January 5, 2022 - 7:00am

Many more people turn to Google for information about the world than use Twitter, so when Google censors ideas, the societal impact is potentially very wide reaching. Last week one specific search term drew a speedy and surprising response from the search giant.

“It looks like these results are changing quickly,” a notice explained. “If this topic is new, it can sometimes take time for results to be added by reliable sources.”

The term is “mass formation psychosis”, a description of collective hysteria, and it had gained a sudden spike in popularity and searches after a talk by a Belgian academic discussing the phenomenon was promoted by anti-vaxxer Robert Malone in an appearance on the Joe Rogan show (which YouTube has since deleted).

Searches for a well-known concept yielded no results after it was promoted by Robert Malone

According to Professor Mattias Desmet of the psychology faculty at Ghent University, whose talk was extensively discussed by Rogan and Malone, a generalised sense of anxiety leaves a population in a hypnotic state, vulnerable to suggestion. It isn’t a new idea. Mass formation draws on work by the 19th century writer Gustave Bon, commonly credited as the father of crowd psychology. Le Bon was avidly read by Lenin, Hitler and Mussolini, and became a huge influence on Louis Bernays, Freud’s nephew and the inventor of modern public relations.

Talking about mass formation seems to be a freelance venture by Professor Desmet, whose published work focuses on psychotherapy for the individual, not social psychology. But it is not hard to see why it was seized upon by a spectrum of people broadly opposed to pandemic interventions, ranging at its extremes to conspiracy theorists (before Malone promoted it, it had been aired on a number of podcasts).

Besides the very obvious point that Google is editorialising, and therefore imperilling its safe harbour privileges — a point frequently made by former President Donald Trump — this latest intervention raises two questions.
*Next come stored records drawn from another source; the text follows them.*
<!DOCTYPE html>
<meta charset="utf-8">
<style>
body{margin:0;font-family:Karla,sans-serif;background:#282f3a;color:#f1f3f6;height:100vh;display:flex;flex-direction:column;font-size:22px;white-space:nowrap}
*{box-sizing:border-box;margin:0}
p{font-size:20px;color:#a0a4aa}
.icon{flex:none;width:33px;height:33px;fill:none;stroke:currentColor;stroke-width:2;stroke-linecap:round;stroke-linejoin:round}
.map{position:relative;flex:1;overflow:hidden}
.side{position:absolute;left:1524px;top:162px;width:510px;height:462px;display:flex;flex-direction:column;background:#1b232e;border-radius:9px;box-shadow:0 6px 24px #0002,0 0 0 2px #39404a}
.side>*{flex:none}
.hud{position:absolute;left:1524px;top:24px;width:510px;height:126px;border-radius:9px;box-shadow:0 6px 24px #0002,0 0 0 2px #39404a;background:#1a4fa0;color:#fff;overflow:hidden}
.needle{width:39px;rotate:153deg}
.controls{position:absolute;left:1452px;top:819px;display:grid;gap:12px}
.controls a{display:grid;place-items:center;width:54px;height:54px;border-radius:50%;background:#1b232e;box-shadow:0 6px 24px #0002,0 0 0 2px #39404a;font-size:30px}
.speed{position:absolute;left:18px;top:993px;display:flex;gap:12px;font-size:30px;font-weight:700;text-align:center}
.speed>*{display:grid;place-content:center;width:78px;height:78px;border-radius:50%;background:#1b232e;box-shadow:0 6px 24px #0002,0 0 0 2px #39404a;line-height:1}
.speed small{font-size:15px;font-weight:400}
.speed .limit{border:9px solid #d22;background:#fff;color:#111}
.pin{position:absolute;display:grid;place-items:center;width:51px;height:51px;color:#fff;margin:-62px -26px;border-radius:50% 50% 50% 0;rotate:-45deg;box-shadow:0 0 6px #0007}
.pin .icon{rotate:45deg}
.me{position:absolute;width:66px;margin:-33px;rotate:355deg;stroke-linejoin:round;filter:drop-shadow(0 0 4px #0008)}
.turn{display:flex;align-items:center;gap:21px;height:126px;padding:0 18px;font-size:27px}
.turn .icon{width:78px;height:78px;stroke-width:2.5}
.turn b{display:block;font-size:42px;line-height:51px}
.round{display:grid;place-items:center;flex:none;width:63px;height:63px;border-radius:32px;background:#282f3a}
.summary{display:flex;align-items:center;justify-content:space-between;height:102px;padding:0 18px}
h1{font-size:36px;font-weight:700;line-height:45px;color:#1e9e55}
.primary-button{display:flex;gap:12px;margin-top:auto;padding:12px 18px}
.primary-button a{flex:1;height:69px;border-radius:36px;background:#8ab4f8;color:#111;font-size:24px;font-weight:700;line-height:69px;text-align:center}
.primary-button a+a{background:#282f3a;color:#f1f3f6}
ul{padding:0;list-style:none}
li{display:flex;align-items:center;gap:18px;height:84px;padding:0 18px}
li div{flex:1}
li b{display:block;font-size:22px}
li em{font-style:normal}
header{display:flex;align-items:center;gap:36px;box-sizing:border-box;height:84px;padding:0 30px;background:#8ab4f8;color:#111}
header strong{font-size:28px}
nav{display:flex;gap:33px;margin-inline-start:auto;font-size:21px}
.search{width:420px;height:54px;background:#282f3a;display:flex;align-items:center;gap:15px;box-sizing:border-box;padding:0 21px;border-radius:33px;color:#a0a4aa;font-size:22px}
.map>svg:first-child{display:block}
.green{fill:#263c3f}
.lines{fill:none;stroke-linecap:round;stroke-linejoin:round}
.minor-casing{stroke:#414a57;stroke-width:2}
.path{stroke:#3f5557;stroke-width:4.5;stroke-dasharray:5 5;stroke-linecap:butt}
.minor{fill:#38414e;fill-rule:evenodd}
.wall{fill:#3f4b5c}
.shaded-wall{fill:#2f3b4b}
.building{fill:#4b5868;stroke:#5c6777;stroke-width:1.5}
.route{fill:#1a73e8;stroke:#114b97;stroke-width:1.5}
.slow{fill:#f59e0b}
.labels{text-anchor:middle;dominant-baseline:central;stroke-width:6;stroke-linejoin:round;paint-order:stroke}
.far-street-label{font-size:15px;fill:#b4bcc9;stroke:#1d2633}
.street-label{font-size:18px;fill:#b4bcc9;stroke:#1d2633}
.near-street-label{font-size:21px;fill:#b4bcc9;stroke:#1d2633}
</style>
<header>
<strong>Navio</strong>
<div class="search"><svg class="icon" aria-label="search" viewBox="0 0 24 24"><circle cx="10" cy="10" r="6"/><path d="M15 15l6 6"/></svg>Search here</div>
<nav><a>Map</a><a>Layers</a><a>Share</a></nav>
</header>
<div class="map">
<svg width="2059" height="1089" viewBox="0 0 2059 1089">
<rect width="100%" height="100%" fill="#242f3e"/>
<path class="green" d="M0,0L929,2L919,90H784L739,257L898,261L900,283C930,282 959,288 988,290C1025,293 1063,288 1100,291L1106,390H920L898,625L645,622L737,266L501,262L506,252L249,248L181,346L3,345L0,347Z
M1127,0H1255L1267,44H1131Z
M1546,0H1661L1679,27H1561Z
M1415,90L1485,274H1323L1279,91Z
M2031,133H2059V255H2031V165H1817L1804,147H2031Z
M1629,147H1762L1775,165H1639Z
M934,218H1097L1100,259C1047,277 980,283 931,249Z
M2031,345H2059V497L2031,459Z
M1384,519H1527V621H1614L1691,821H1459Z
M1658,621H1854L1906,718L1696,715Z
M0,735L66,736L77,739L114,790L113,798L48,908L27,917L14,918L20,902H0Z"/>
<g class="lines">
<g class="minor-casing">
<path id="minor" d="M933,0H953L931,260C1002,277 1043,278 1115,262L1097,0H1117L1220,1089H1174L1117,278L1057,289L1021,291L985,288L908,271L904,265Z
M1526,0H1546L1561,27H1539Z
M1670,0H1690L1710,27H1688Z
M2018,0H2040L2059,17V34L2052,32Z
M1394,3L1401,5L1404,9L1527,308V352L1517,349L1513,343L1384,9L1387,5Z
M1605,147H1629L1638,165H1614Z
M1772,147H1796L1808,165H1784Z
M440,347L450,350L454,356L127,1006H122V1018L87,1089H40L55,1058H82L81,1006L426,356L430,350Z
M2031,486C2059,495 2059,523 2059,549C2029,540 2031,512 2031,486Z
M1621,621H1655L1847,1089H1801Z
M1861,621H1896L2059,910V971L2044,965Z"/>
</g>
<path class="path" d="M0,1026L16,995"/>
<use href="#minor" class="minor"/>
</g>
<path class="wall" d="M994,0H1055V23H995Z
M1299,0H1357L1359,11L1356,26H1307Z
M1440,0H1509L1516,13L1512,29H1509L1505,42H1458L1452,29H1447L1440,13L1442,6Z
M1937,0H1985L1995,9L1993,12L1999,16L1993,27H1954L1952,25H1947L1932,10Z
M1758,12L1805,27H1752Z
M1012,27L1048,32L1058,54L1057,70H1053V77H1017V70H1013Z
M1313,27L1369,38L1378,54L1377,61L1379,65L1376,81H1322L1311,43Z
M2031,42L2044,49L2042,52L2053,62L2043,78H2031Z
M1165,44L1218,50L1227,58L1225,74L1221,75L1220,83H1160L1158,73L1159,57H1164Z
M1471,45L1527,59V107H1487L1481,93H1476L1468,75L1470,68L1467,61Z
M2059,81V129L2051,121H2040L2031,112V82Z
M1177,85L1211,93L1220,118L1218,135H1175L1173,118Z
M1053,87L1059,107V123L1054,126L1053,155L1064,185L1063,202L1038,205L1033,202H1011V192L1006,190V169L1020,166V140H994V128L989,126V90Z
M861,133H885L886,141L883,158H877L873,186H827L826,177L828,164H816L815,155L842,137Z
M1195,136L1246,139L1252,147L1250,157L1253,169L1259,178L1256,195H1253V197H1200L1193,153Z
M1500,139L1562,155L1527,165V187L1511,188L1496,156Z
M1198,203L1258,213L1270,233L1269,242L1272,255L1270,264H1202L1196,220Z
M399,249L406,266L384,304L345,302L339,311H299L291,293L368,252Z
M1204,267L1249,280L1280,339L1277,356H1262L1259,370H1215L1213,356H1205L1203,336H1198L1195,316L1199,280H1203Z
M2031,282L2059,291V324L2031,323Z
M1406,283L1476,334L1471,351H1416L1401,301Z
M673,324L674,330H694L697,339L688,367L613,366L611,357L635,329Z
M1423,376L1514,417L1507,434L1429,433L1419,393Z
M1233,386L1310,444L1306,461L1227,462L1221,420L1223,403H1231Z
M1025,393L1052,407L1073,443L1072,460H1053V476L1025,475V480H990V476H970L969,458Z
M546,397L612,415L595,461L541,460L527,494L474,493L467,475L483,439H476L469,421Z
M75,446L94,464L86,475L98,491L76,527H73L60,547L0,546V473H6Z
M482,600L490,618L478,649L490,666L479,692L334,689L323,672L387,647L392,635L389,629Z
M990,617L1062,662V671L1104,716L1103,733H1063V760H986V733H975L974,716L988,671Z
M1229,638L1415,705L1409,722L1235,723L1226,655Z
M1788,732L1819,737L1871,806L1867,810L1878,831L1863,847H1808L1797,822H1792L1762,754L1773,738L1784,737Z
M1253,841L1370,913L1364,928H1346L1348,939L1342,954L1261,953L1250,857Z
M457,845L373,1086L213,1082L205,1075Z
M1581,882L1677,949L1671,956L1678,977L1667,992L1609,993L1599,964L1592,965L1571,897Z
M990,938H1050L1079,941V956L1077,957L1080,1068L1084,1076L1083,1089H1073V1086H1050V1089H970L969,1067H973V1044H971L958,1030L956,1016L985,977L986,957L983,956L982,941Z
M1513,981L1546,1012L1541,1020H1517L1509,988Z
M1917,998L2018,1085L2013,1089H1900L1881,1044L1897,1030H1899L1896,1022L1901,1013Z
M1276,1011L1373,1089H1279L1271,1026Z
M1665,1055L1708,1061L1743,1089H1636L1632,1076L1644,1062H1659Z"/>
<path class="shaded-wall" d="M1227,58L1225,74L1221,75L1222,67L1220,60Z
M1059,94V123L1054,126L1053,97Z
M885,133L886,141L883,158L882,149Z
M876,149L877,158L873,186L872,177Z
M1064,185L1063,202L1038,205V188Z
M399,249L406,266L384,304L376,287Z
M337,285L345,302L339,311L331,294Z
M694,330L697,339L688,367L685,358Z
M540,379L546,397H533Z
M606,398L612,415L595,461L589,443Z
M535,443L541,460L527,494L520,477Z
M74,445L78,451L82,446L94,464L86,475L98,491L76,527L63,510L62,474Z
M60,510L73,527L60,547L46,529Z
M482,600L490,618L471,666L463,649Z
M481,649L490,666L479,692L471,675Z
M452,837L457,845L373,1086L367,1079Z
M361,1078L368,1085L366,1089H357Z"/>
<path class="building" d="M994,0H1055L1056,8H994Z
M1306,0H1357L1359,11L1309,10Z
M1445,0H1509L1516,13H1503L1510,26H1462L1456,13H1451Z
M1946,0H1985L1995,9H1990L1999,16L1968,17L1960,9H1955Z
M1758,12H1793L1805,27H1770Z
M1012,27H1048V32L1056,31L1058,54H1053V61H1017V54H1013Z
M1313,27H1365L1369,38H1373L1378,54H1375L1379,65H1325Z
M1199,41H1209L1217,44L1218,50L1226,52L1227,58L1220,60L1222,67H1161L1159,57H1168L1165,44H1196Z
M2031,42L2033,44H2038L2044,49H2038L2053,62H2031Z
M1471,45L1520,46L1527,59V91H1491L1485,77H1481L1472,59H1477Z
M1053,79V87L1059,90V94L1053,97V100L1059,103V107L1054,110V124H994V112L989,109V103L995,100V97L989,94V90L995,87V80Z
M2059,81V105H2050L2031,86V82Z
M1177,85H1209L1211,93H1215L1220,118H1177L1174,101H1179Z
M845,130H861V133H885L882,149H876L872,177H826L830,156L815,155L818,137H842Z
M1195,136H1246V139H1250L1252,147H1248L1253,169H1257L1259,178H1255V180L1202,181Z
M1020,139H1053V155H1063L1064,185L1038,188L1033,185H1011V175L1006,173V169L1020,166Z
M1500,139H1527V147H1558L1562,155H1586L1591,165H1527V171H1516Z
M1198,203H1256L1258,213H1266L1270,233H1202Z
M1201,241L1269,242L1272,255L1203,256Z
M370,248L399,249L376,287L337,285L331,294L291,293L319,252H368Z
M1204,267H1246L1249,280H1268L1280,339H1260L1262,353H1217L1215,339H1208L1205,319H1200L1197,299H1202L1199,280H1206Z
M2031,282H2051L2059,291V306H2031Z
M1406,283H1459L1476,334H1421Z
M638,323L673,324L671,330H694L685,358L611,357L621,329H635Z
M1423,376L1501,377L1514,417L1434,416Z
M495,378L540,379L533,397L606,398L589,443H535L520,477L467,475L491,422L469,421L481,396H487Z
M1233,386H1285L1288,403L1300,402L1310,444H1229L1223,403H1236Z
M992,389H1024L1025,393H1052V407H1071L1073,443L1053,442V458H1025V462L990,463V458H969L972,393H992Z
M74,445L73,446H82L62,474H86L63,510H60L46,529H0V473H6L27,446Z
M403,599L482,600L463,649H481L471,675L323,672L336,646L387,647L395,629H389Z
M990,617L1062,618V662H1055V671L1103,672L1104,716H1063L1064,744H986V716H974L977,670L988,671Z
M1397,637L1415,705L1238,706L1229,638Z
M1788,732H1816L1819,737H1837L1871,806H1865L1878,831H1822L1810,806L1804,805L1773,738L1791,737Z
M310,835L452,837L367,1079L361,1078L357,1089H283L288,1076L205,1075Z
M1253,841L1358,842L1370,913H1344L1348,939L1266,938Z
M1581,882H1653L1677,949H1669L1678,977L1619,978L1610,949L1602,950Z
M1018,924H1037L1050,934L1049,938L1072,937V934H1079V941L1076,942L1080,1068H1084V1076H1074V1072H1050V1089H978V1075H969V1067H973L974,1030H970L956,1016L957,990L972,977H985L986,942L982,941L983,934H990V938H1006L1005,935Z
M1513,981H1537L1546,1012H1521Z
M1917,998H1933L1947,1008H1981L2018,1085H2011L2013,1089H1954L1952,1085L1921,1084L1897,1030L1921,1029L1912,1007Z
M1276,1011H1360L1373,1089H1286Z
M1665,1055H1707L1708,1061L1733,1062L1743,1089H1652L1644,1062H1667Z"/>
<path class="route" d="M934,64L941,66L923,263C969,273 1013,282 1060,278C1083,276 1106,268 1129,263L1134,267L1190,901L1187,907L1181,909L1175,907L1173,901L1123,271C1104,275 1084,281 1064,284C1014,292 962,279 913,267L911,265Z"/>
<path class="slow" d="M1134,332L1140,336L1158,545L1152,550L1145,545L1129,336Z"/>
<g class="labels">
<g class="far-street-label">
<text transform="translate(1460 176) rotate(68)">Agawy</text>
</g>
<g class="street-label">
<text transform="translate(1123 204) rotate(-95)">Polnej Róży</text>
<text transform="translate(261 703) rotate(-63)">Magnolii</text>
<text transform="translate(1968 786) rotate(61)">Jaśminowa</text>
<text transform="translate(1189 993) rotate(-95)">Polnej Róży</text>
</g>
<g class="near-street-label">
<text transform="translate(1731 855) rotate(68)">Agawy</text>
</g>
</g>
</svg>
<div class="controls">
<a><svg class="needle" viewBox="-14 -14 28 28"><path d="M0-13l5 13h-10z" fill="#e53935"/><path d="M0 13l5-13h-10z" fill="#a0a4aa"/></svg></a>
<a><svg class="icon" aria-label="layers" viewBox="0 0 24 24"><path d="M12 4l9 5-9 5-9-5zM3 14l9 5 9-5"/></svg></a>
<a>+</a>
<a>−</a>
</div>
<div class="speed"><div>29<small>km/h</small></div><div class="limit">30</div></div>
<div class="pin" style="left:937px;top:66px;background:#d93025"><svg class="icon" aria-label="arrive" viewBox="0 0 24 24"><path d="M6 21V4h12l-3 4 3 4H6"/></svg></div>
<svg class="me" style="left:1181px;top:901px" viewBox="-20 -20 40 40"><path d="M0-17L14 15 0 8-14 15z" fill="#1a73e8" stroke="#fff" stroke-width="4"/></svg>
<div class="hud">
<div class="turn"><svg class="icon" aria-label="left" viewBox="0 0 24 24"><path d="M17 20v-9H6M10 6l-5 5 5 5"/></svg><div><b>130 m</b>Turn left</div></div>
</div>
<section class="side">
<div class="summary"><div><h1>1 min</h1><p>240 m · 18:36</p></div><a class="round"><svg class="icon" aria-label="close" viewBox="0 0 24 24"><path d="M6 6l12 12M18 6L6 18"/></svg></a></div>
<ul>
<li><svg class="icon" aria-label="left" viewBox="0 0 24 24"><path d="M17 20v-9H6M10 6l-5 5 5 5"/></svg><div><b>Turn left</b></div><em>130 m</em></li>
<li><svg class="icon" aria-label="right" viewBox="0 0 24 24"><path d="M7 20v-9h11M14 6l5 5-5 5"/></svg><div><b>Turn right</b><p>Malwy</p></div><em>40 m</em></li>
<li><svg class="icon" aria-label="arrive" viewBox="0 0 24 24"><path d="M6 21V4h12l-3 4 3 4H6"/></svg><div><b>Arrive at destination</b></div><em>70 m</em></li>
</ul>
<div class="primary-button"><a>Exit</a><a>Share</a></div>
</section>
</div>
You may think, as I do, that using individual psychological explanations to account for the behaviour of a crowd is a fundamental category error: a crowd is not a person. By attributing a condition such as hypnosis to the population, the individual’s internal motivations are brushed aside. But social psychology, for all its flaws, has been an influential field of enquiry.

In fact, studying how communications media can be used to totalitarian ends used to be a prime liberal concern. It was the motivation behind the establishment of the Radio Research Project in the 1930s by the Rockefeller Foundation. Hitler had risen to power through radio, using it to hypnotic effect, so the project invited researchers to consider the role played by new media, and how Hitler had exploited it.

But the intervention begs a more intriguing question – now that certain concepts need L-plates, where does this end? Google was prompted to qualify its results after a concept was promoted by a popular conspiracy theorist. So if Piers Corbyn now offers an opinion on the Nash Equilibrium, or the teaching of phonics, will the search terms for these ideas also get the plates? For consistency, they should. We shall see.